Sen o domatesi sadece bir alışveriş gibi görürsün belki,
ama arkasında onlarca el, yüzlerce saatlik emek vardır.
Bir masa düşün…
Ormanda kesilen ağaçtan, marangozun elleriyle şekillendirdiği tahtaya,
ustanın sabırla cilaladığı yüzeye kadar…
Her aşamasında bir hikâye, bir alın teri saklıdır.
Bir gömlek giyersin…
İpliği eğiren, kumaşı dokuyan, kesen, diken, ütüleyen kadın ellerle sana ulaşır.
Ve biz…
Bu ürünleri yalnızca para vererek değil, başkalarının sessizce döktüğü terle alırız.
İşte 1 Mayıs, tam da bunu unutmamak içindir.
Bugün; yalnızca madenin karanlığında, fabrikanın gürültüsünde,
inşaatın tozunda değil; evde, tarlada, atölyede, okulda, hastanede, pazarda
ve markette emek veren herkesin bayramıdır.
Ve özellikle de görünmeyen kadın emeğinin…
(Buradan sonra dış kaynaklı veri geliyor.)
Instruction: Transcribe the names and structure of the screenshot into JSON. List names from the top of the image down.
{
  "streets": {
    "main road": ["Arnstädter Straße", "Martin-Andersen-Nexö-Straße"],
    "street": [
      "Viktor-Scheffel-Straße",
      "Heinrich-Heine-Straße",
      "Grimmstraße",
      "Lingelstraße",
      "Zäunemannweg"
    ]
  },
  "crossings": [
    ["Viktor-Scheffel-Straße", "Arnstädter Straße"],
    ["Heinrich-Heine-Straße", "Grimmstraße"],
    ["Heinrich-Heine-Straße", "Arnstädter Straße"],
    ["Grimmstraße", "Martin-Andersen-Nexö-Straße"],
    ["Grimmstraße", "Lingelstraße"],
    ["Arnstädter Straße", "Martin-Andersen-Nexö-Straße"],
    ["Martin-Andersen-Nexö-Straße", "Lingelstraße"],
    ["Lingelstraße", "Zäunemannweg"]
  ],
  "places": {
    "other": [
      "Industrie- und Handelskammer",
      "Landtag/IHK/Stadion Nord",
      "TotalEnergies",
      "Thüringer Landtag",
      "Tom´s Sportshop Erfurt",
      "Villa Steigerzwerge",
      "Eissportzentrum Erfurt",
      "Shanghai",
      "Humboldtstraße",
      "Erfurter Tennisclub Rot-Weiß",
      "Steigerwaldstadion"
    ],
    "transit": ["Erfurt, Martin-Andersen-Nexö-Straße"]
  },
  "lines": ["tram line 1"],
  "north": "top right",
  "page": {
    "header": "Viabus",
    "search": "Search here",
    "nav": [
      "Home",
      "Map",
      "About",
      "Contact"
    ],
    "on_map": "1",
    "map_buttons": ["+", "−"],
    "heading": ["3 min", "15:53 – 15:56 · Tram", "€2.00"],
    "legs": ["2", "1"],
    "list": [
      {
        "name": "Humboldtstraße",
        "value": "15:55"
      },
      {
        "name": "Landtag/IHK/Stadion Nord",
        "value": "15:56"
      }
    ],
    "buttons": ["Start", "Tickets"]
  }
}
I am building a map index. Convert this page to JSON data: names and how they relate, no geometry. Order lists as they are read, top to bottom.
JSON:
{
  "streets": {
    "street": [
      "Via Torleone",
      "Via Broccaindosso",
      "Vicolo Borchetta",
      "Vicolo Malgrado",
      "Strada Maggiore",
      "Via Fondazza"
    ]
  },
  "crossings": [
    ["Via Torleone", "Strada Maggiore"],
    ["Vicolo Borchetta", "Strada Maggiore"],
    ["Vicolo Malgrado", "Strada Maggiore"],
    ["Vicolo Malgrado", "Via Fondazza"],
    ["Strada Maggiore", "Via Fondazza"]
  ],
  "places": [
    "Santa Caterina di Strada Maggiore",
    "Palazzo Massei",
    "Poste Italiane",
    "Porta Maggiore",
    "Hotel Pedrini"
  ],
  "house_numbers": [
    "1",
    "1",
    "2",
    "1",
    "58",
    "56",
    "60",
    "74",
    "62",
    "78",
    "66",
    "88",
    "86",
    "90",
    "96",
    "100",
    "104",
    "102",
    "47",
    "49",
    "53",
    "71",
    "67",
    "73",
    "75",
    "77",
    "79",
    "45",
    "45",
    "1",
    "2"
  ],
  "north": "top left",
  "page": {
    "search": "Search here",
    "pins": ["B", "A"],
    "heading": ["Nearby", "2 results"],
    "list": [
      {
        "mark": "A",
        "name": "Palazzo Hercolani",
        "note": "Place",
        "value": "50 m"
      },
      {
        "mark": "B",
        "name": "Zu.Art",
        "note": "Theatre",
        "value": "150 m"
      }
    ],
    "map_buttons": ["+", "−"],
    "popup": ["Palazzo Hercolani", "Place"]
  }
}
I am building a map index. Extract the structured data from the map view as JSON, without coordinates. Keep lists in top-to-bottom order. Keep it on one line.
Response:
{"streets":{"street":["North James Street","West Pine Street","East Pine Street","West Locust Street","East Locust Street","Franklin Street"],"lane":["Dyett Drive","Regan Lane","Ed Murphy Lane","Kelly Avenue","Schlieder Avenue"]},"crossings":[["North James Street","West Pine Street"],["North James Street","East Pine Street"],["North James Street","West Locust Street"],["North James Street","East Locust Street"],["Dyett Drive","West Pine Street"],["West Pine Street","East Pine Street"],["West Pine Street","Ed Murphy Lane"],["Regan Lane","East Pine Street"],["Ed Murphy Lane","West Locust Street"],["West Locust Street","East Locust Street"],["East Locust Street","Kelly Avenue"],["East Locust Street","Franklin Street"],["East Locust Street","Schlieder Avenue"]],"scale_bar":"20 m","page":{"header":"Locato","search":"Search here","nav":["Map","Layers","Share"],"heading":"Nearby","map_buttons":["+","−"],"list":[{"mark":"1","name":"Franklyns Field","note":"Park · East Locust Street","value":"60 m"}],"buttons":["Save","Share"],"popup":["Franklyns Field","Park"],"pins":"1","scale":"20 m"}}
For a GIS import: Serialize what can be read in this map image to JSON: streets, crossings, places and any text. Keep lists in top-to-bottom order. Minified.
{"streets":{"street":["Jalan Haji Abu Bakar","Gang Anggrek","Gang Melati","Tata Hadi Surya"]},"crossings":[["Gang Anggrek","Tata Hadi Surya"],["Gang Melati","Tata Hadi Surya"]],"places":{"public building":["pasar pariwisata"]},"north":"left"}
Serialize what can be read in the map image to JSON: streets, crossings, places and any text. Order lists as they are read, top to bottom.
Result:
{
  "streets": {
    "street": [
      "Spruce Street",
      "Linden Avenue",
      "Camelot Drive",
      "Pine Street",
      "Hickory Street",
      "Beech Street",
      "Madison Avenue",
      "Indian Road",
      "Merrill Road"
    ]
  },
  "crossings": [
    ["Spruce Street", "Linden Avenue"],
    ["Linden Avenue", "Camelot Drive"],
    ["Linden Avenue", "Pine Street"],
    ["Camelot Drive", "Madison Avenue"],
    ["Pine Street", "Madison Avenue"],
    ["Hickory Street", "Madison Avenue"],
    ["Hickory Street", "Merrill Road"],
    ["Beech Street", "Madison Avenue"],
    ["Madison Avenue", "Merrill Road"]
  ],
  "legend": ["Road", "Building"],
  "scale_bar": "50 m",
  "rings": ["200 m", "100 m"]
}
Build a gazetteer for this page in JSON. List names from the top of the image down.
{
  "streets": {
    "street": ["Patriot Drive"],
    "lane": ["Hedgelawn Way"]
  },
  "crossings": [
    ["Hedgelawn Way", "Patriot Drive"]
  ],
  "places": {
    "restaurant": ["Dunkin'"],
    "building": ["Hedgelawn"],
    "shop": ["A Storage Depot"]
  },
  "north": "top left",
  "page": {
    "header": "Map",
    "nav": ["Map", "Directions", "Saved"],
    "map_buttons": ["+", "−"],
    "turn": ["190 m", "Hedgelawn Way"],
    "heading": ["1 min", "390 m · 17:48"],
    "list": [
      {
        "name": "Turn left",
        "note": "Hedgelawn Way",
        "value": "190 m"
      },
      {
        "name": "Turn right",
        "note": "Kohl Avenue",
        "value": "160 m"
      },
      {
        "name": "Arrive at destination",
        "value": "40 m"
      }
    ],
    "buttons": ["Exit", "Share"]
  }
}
Çocuk sırtında çapa sallayan kadının,
Üç işte birden çalışan annenin,
Gece nöbetinden çıkıp sabah evladını okula gönderen hemşirenin,
Temizlik yapan, yemek pişiren, yokluğu varlığa dönüştüren kadınların…
1 Mayıs; emeği görmek, hakkı teslim etmek, alın terine saygı duymak günüdür.
Unutma…
Yediğimiz her lokmada, giydiğimiz her kıyafette, kullandığımız her eşyada
bir emekçinin izi vardır.
Bugün, o sessiz hikâyelerin onurla anıldığı gündür.